Board president Sue Hollandsworth, who was also attending the meeting through Zoom, added that the students are not only missing out on an education, but social interaction when they are attending school remotely.
“Not only have they lost educationally, but they’ve lost mentally and I mean in depression,” she said. “They’re dealing with so much at such a young age, and I think we need to have them back in school. At least the Pre-K through eighth. That’s what the science says. That’s what our local health department says.

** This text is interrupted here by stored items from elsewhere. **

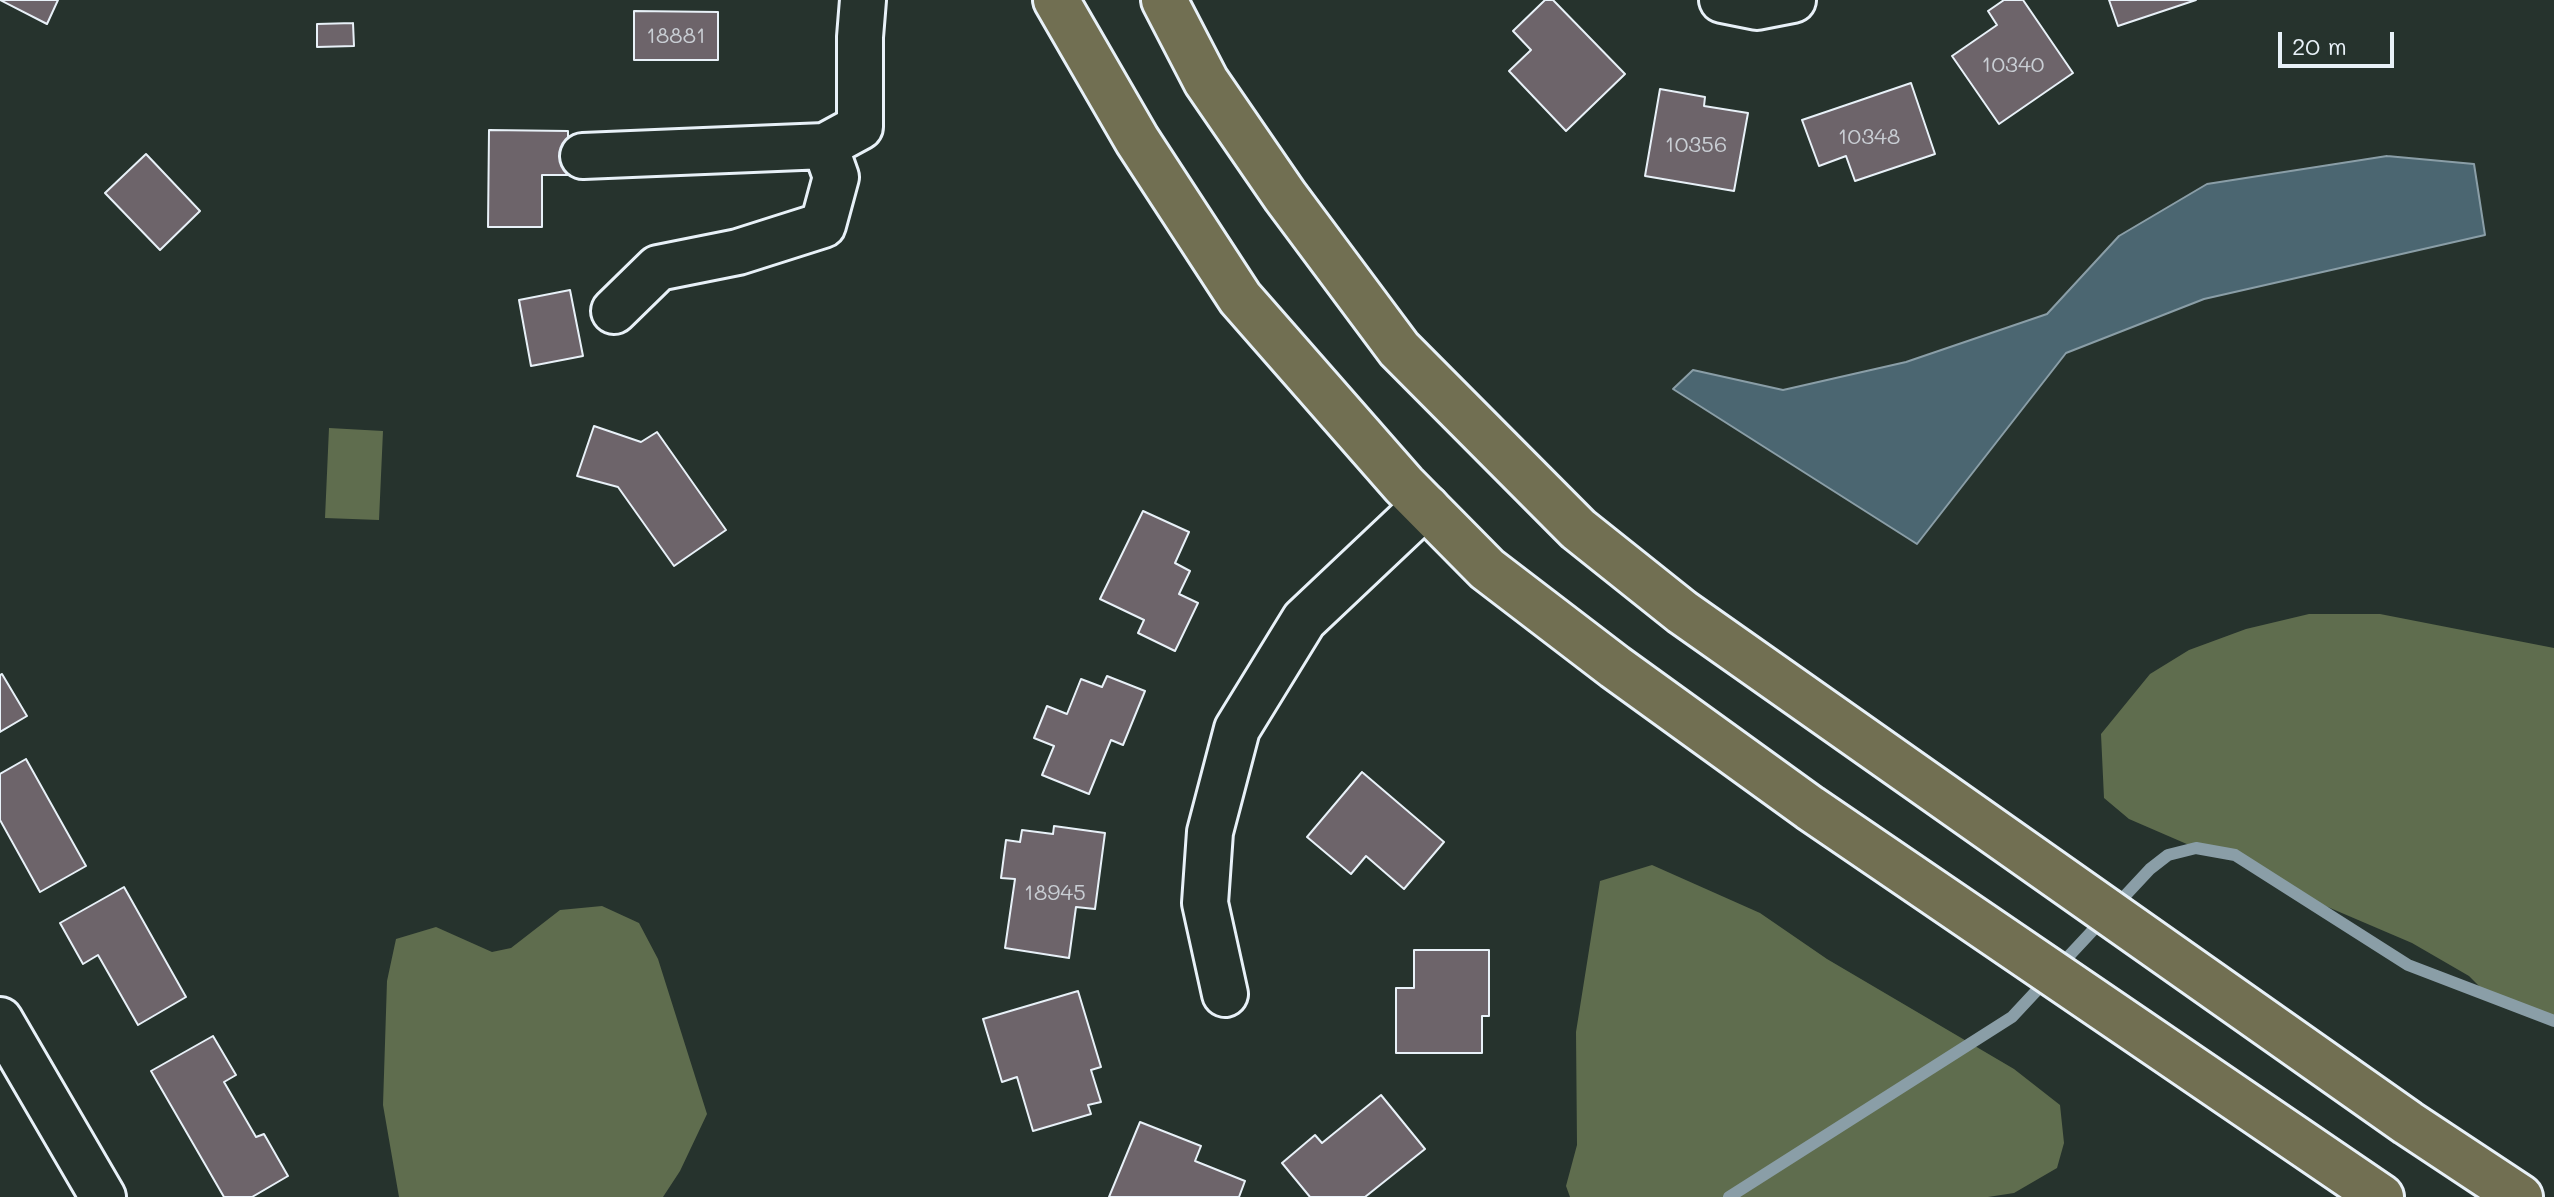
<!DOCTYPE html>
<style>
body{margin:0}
#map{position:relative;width:2554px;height:1197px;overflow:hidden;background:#26332d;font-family:Mali,sans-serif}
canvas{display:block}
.scale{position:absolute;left:2278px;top:32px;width:116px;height:36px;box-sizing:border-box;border:4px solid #e8f1f8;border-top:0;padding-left:10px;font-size:24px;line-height:28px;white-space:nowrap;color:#e8f1f8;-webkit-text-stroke:6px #26332d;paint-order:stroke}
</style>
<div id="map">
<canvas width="2554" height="1197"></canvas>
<div class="scale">20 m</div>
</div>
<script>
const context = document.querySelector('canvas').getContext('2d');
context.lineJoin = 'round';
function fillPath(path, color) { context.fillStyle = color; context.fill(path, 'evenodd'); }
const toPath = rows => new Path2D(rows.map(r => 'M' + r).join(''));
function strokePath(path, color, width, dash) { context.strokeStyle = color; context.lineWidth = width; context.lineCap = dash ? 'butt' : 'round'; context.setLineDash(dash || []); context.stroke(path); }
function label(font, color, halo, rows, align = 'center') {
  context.font = font + ' Mali,sans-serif'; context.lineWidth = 8; context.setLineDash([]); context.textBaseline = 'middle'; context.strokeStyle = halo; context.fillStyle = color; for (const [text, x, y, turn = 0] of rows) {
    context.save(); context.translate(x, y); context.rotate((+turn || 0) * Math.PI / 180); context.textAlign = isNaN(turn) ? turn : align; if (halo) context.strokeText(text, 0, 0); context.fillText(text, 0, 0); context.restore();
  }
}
fillPath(toPath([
 [329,428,383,431,379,520,325,518],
 [2309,614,2380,614,2554,648,2554,1021,2490,997,2469,976,2412,943,2288,890,2235,855,2196,848,2129,819,2104,798,2101,734,2150,674,2189,650,2246,629],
 [1652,865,1760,913,1827,959,2014,1069,2060,1105,2064,1143,2057,1168,2014,1193,1988,1197,1570,1197,1566,1186,1577,1145,1576,1032,1600,881],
 [602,906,639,923,658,959,707,1114,680,1171,663,1197,399,1197,383,1105,387,981,396,939,436,927,492,952,511,948,560,910]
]), '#5f6d4e');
const water = toPath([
 [2387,156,2474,164,2485,235,2204,299,2066,353,1917,544,1673,389,1693,370,1783,390,1906,362,2047,314,2119,236,2207,184,2387,156]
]);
fillPath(water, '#4b6671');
strokePath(water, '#8a9ea7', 2);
strokePath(toPath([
 [1729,1197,2012,1017,2150,869,2168,855,2196,848,2235,855,2408,965,2554,1021]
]), '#8a9ea7', 12);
const building = toPath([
 [0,0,58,0,47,24,0,0],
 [1545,0,1553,0,1625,74,1566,131,1509,71,1531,50,1513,31,1545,0],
 [2004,0,2023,0,2073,73,1999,124,1952,56,1997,25,1988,11,2004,0],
 [2109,0,2196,0,2118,26,2109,0],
 [634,11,718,12,718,60,634,60,634,11],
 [353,23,354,46,317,47,317,24,353,23],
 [1911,83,1935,154,1855,181,1846,156,1819,166,1802,120,1911,83],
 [1660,89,1705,97,1704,106,1748,113,1734,191,1645,176,1660,89],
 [489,130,568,131,568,175,542,175,542,227,488,227,489,130],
 [146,154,200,211,160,250,105,193,146,154],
 [570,290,583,356,531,366,519,300,570,290],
 [594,426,641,442,657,432,726,530,674,566,618,487,577,476,594,426],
 [1143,511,1189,532,1175,563,1190,571,1179,594,1198,603,1175,651,1138,633,1144,620,1100,599,1143,511],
 [2,674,27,716,0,732,0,675,2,674],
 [1107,676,1145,691,1123,745,1111,740,1089,794,1042,775,1054,746,1034,738,1047,706,1067,714,1081,679,1102,687,1107,676],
 [26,759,86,866,40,892,0,820,0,774,26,759],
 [1362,772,1444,842,1404,889,1366,856,1351,874,1307,837,1362,772],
 [1054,826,1105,833,1095,909,1076,907,1069,958,1005,948,1015,879,1001,878,1006,840,1020,842,1022,830,1053,834,1054,826],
 [124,887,186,997,138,1025,98,955,83,964,60,923,124,887],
 [1414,950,1489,950,1489,1016,1482,1016,1482,1053,1396,1053,1396,988,1414,988,1414,950],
 [1078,991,1101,1067,1091,1070,1101,1102,1088,1105,1091,1114,1033,1131,1017,1077,1002,1082,983,1019,1078,991],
 [213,1036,236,1075,224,1082,256,1137,264,1134,288,1176,252,1197,224,1197,151,1071,213,1036],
 [1381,1095,1425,1149,1365,1197,1310,1197,1282,1163,1315,1135,1322,1143,1381,1095],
 [1140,1122,1201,1146,1195,1161,1245,1181,1239,1197,1109,1197,1140,1122]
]);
fillPath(building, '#6d646a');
strokePath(building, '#e8f1f8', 2);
const minor = toPath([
 [1722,0,1757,7,1793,0],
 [583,156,825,146,860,127,860,37,863,0],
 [614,311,658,268,738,252,823,225,836,177,825,146],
 [1225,994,1205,903,1210,832,1237,729,1304,620,1412,518,1427,508],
 [0,1020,103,1197]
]);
const major = toPath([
 [1056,0,1137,140,1240,298,1404,485,1487,569,1615,667,1810,808,2381,1197],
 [1164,0,1206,81,1285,196,1399,349,1578,529,1682,612,2408,1123,2520,1197]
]);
strokePath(minor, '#e8f1f8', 50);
strokePath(major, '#e8f1f8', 50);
strokePath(minor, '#26332d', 44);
strokePath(major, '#716f52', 44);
label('22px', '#c9ced4', null, [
 ["18881",676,36],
 ["10340",2013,65],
 ["10348",1869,137],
 ["10356",1696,145],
 ["18945",1055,893]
]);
</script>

That’s what our nurses say.”
Student representative Alan Gibson, through Zoom, shared that he surveyed approximately 50 students and the consensus was that the majority of students did not want to go back to school, but if they had to, they were fine with the four day a week schedule.
“Students are scared and not just for themselves,” Gibson said. “For their parents, their grandparents – the people who are raising them. The popular talking point that was brought up a lot was health safety.”
There are also concerns about students being exposed to the staff, who live with and interact with individuals who are out in the public and may also contract the virus and spread it to the student.
“We have approximately two hundred staff members in our county working and every one of them for the most part has a spouse which is not in our system, so it’s not going to make any difference whether we’re going to school or not,” treasurer Sherry Radcliff said. “We are going to be faced with COVID in our county, in our state, in our nation.
“Our kids need to be in a school system,” she added. “They are failing. Are we failing them by not putting them in the school?”
“Even kids who don’t have parents in the school system, [their parents] are working,” board member Jarrett McLaughlin said. “That’s putting these kids – if they’re below the age to stay by themselves – they’re going to a daycare. It’s the same as going to school and probably less protected for that matter.”
After a long discussion in which they weighed the pros and cons, the members were ready to vote.
McComb made the motion and McLaughlin seconded that the schools return to in-person instruction four-and-a-half days a week with early dismissal on Wednesday for a deep cleansing of all school buildings.
The motion was passed four-one, with Sam Gibson voting in dissent.
Pre-K through eighth grade students returned to in- person instruction Tuesday, while high school students remained in remote due to the county being red on the DHHR map.